[Dataset entries]

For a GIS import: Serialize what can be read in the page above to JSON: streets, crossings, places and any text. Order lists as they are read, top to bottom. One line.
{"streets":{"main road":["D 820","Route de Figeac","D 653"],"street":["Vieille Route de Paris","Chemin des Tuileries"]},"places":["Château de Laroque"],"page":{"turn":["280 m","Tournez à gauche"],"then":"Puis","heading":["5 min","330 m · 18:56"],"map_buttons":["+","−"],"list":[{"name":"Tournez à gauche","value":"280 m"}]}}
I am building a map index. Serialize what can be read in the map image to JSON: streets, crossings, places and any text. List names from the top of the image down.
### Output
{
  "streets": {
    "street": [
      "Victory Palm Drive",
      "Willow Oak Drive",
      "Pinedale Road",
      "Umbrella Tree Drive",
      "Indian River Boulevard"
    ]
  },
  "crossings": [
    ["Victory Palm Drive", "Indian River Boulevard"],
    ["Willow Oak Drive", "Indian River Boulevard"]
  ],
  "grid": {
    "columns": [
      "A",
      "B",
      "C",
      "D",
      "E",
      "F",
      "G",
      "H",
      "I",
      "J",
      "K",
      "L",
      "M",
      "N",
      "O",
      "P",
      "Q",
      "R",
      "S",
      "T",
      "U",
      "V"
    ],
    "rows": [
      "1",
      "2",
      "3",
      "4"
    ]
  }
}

• [EXERCISE GOAL]: Would you give the data above again, exactly as written?

• [ANSWER BOX]:
For a GIS import: Serialize what can be read in the page above to JSON: streets, crossings, places and any text. Order lists as they are read, top to bottom. One line.
{"streets":{"main road":["D 820","Route de Figeac","D 653"],"street":["Vieille Route de Paris","Chemin des Tuileries"]},"places":["Château de Laroque"],"page":{"turn":["280 m","Tournez à gauche"],"then":"Puis","heading":["5 min","330 m · 18:56"],"map_buttons":["+","−"],"list":[{"name":"Tournez à gauche","value":"280 m"}]}}
I am building a map index. Serialize what can be read in the map image to JSON: streets, crossings, places and any text. List names from the top of the image down.
### Output
{
  "streets": {
    "street": [
      "Victory Palm Drive",
      "Willow Oak Drive",
      "Pinedale Road",
      "Umbrella Tree Drive",
      "Indian River Boulevard"
    ]
  },
  "crossings": [
    ["Victory Palm Drive", "Indian River Boulevard"],
    ["Willow Oak Drive", "Indian River Boulevard"]
  ],
  "grid": {
    "columns": [
      "A",
      "B",
      "C",
      "D",
      "E",
      "F",
      "G",
      "H",
      "I",
      "J",
      "K",
      "L",
      "M",
      "N",
      "O",
      "P",
      "Q",
      "R",
      "S",
      "T",
      "U",
      "V"
    ],
    "rows": [
      "1",
      "2",
      "3",
      "4"
    ]
  }
}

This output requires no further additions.